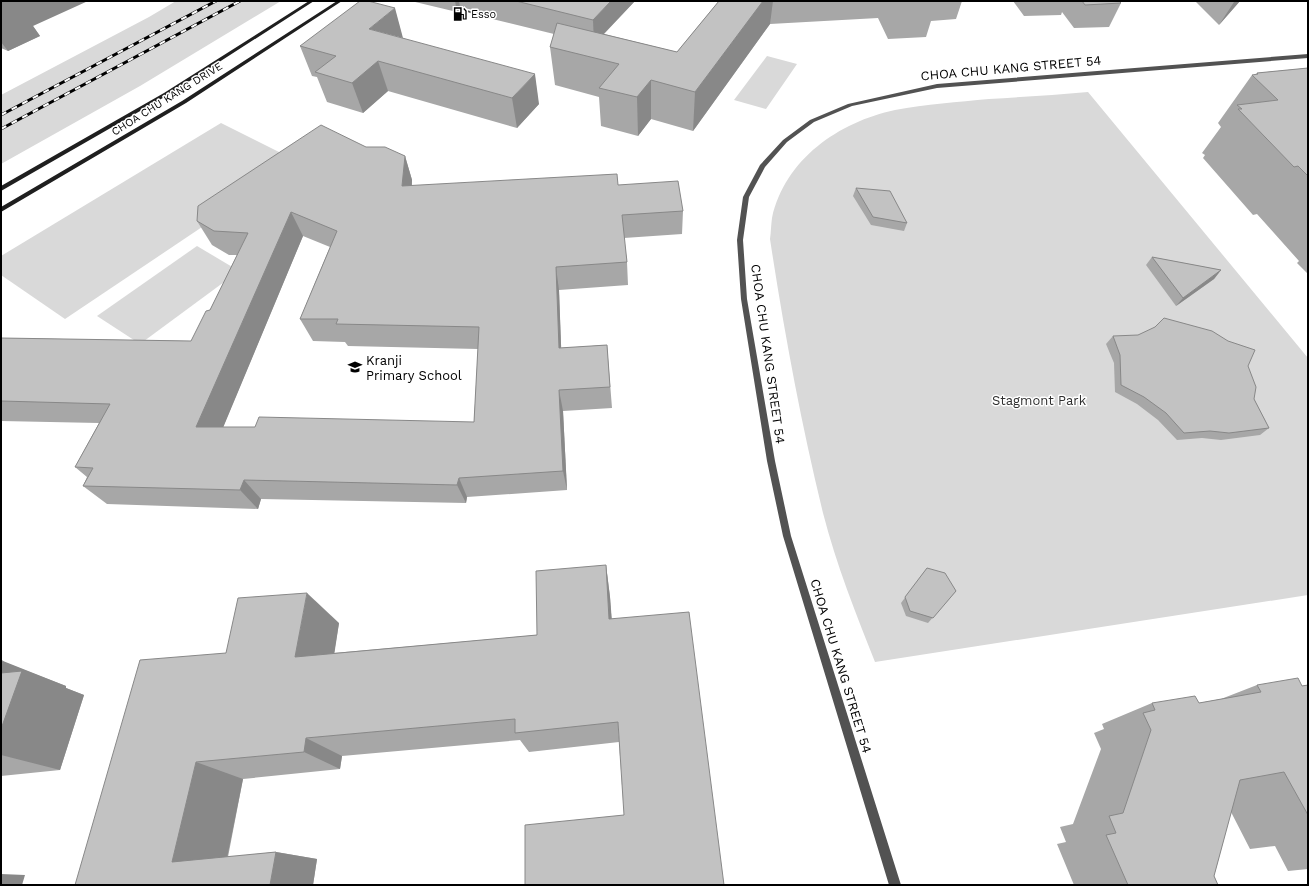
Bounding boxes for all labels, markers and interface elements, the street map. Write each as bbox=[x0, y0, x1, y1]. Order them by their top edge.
fuel station icon: Esso bbox=[452, 6, 468, 22]
place label: Esso bbox=[471, 8, 496, 21]
street label: CHOA CHU KANG STREET 54 bbox=[920, 53, 1102, 83]
street label: CHOA CHU KANG DRIVE bbox=[109, 60, 225, 138]
street label: CHOA CHU KANG STREET 54 bbox=[748, 263, 788, 445]
place label: Kranji Primary School bbox=[366, 353, 462, 383]
school or university icon: Kranji Primary School bbox=[347, 359, 363, 375]
park label: Stagmont Park bbox=[992, 393, 1087, 408]
street label: CHOA CHU KANG STREET 54 bbox=[807, 577, 875, 755]

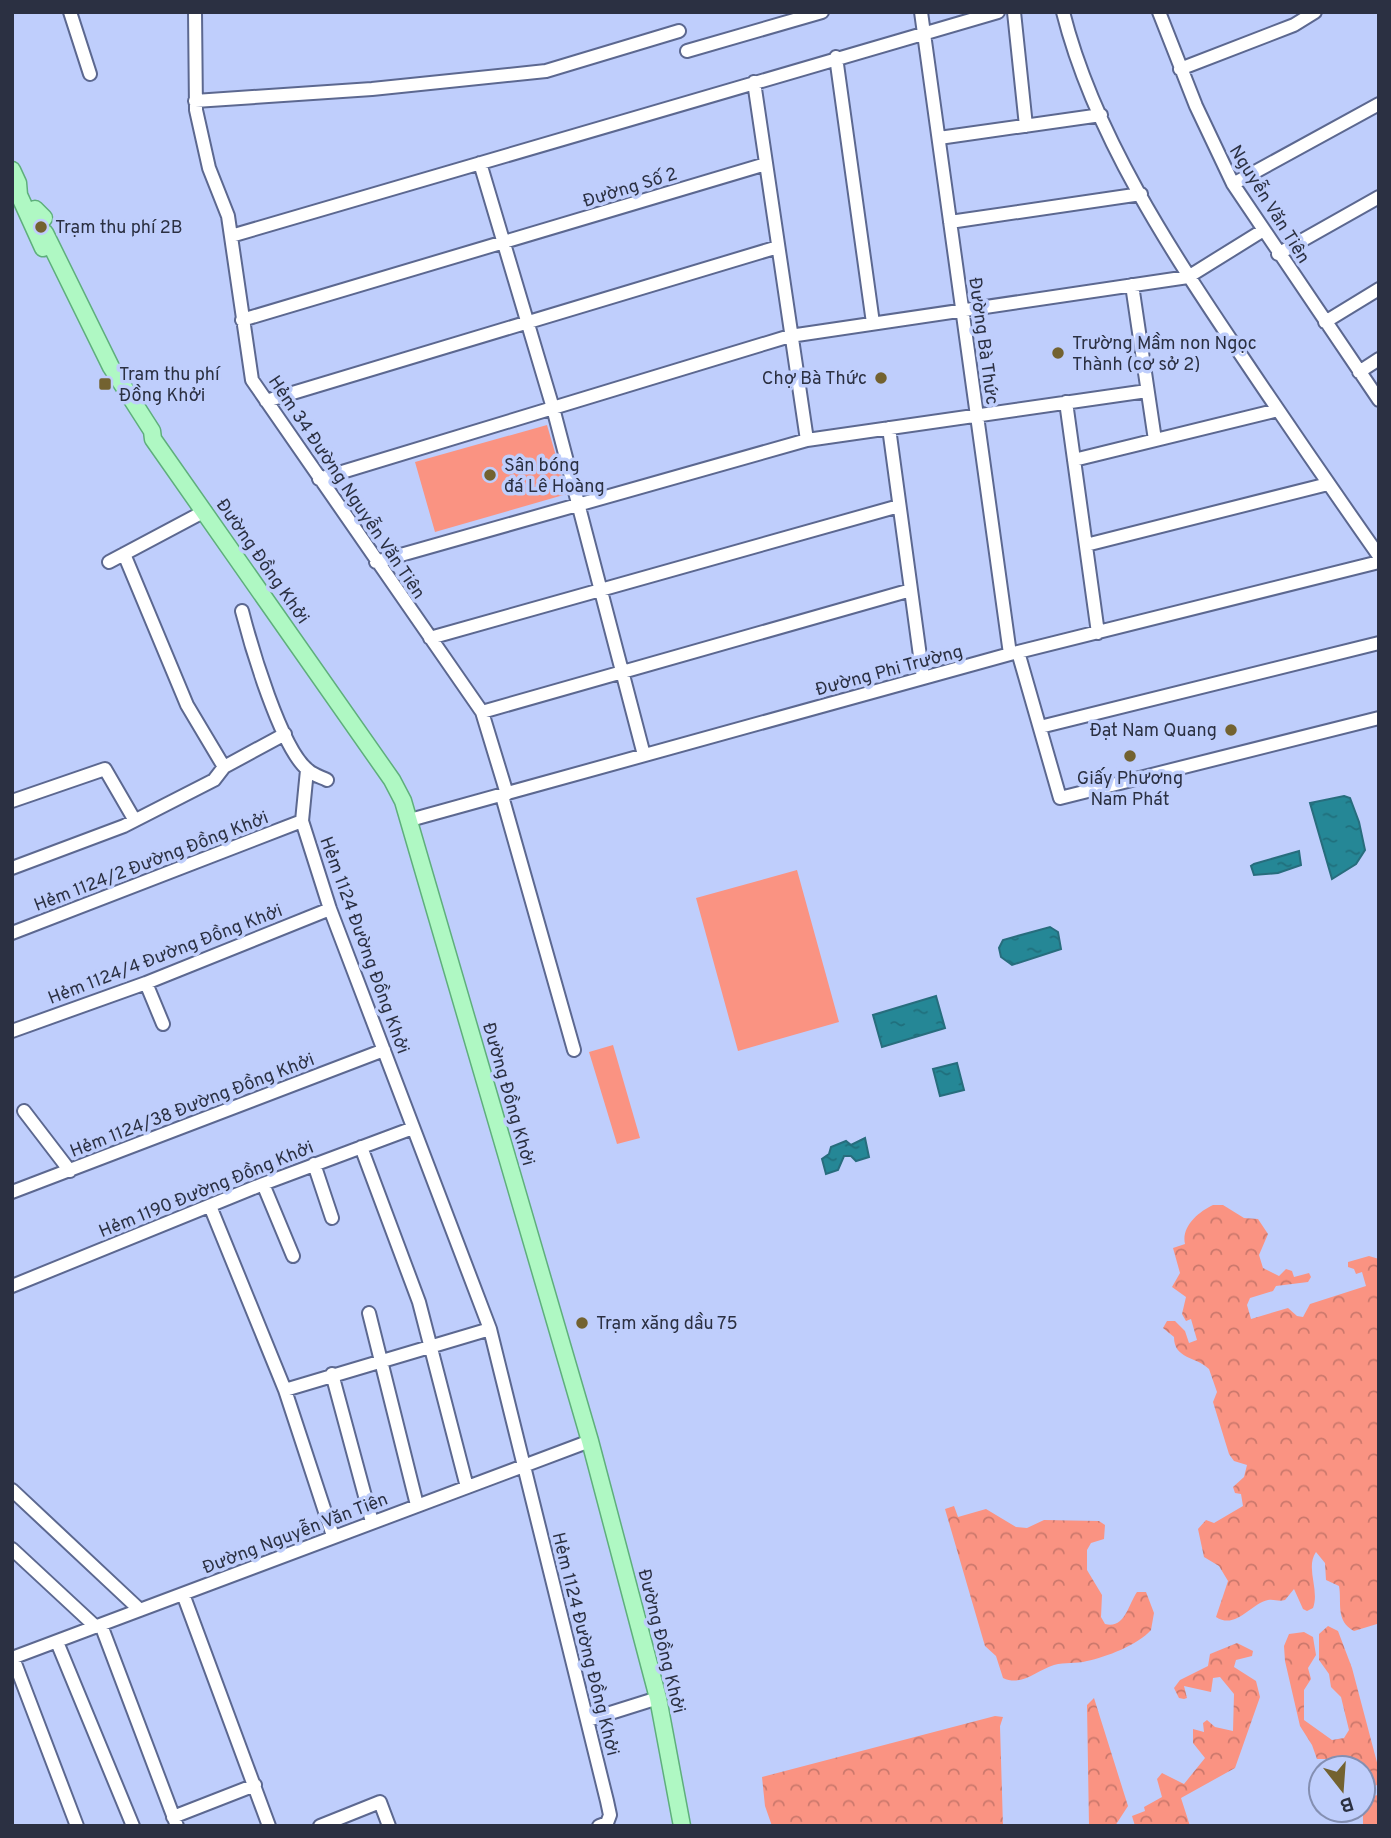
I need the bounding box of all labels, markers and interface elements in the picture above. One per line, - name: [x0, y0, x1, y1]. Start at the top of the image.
- street label: Nguyễn Văn Tiên: [1223, 140, 1316, 268]
- street label: Đường Số 2: [580, 162, 680, 214]
- place label: Trạm thu phí 2B: [55, 217, 183, 240]
- marker: Trạm thu phí 2B: [33, 219, 49, 235]
- street label: Đường Bà Thức: [962, 276, 1003, 406]
- place label: Trường Mầm non Ngọc Thành (cơ sở 2): [1072, 332, 1257, 377]
- marker: Trường Mầm non Ngọc Thành (cơ sở 2): [1050, 345, 1066, 361]
- place label: Trạm thu phí Đồng Khởi: [119, 364, 221, 408]
- place label: Chợ Bà Thức: [762, 368, 867, 391]
- street label: Hẻm 34 Đường Nguyễn Văn Tiên: [262, 370, 431, 604]
- marker: Chợ Bà Thức: [873, 370, 889, 386]
- marker: Trạm thu phí Đồng Khởi: [97, 376, 113, 392]
- place label: Sân bóng đá Lê Hoàng: [504, 455, 605, 499]
- marker: Sân bóng đá Lê Hoàng: [482, 467, 498, 483]
- street label: Đường Đồng Khởi: [210, 494, 314, 629]
- street label: Đường Phi Trường: [813, 641, 966, 702]
- place label: Đạt Nam Quang: [1090, 720, 1217, 743]
- marker: Đạt Nam Quang: [1223, 722, 1239, 738]
- marker: Giấy Phương Nam Phát: [1122, 748, 1138, 764]
- place label: Giấy Phương Nam Phát: [1077, 767, 1183, 812]
- street label: Hẻm 1124/2 Đường Đồng Khởi: [31, 806, 272, 918]
- street label: Hẻm 1124 Đường Đồng Khởi: [314, 833, 415, 1057]
- street label: Hẻm 1124/4 Đường Đồng Khởi: [45, 899, 286, 1011]
- street label: Đường Đồng Khởi: [476, 1020, 540, 1169]
- street label: Hẻm 1124/38 Đường Đồng Khởi: [67, 1048, 318, 1164]
- street label: Hẻm 1190 Đường Đồng Khởi: [95, 1136, 317, 1244]
- place label: Trạm xăng dầu 75: [596, 1312, 738, 1336]
- marker: Trạm xăng dầu 75: [574, 1315, 590, 1331]
- street label: Đường Nguyễn Văn Tiên: [199, 1487, 391, 1580]
- street label: Hẻm 1124 Đường Đồng Khởi: [546, 1530, 624, 1759]
- street label: Đường Đồng Khởi: [631, 1567, 691, 1716]
- north arrow: [1307, 1754, 1377, 1824]
- text: B: [1337, 1790, 1356, 1817]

#####

» What to work on: Repeat the material above exactly; any picture in it is left out.

» Exercise solution:
Bounding boxes for all labels, markers and interface elements, the street map. Write each as bbox=[x0, y0, x1, y1]. Order them by their top edge.
fuel station icon: Esso bbox=[452, 6, 468, 22]
place label: Esso bbox=[471, 8, 496, 21]
street label: CHOA CHU KANG STREET 54 bbox=[920, 53, 1102, 83]
street label: CHOA CHU KANG DRIVE bbox=[109, 60, 225, 138]
street label: CHOA CHU KANG STREET 54 bbox=[748, 263, 788, 445]
place label: Kranji Primary School bbox=[366, 353, 462, 383]
school or university icon: Kranji Primary School bbox=[347, 359, 363, 375]
park label: Stagmont Park bbox=[992, 393, 1087, 408]
street label: CHOA CHU KANG STREET 54 bbox=[807, 577, 875, 755]

I need the bounding box of all labels, markers and interface elements in the picture above. One per line, - name: [x0, y0, x1, y1]. Start at the top of the image.
- street label: Nguyễn Văn Tiên: [1223, 140, 1316, 268]
- street label: Đường Số 2: [580, 162, 680, 214]
- place label: Trạm thu phí 2B: [55, 217, 183, 240]
- marker: Trạm thu phí 2B: [33, 219, 49, 235]
- street label: Đường Bà Thức: [962, 276, 1003, 406]
- place label: Trường Mầm non Ngọc Thành (cơ sở 2): [1072, 332, 1257, 377]
- marker: Trường Mầm non Ngọc Thành (cơ sở 2): [1050, 345, 1066, 361]
- place label: Trạm thu phí Đồng Khởi: [119, 364, 221, 408]
- place label: Chợ Bà Thức: [762, 368, 867, 391]
- street label: Hẻm 34 Đường Nguyễn Văn Tiên: [262, 370, 431, 604]
- marker: Chợ Bà Thức: [873, 370, 889, 386]
- marker: Trạm thu phí Đồng Khởi: [97, 376, 113, 392]
- place label: Sân bóng đá Lê Hoàng: [504, 455, 605, 499]
- marker: Sân bóng đá Lê Hoàng: [482, 467, 498, 483]
- street label: Đường Đồng Khởi: [210, 494, 314, 629]
- street label: Đường Phi Trường: [813, 641, 966, 702]
- place label: Đạt Nam Quang: [1090, 720, 1217, 743]
- marker: Đạt Nam Quang: [1223, 722, 1239, 738]
- marker: Giấy Phương Nam Phát: [1122, 748, 1138, 764]
- place label: Giấy Phương Nam Phát: [1077, 767, 1183, 812]
- street label: Hẻm 1124/2 Đường Đồng Khởi: [31, 806, 272, 918]
- street label: Hẻm 1124 Đường Đồng Khởi: [314, 833, 415, 1057]
- street label: Hẻm 1124/4 Đường Đồng Khởi: [45, 899, 286, 1011]
- street label: Đường Đồng Khởi: [476, 1020, 540, 1169]
- street label: Hẻm 1124/38 Đường Đồng Khởi: [67, 1048, 318, 1164]
- street label: Hẻm 1190 Đường Đồng Khởi: [95, 1136, 317, 1244]
- place label: Trạm xăng dầu 75: [596, 1312, 738, 1336]
- marker: Trạm xăng dầu 75: [574, 1315, 590, 1331]
- street label: Đường Nguyễn Văn Tiên: [199, 1487, 391, 1580]
- street label: Hẻm 1124 Đường Đồng Khởi: [546, 1530, 624, 1759]
- street label: Đường Đồng Khởi: [631, 1567, 691, 1716]
- north arrow: [1307, 1754, 1377, 1824]
- text: B: [1337, 1790, 1356, 1817]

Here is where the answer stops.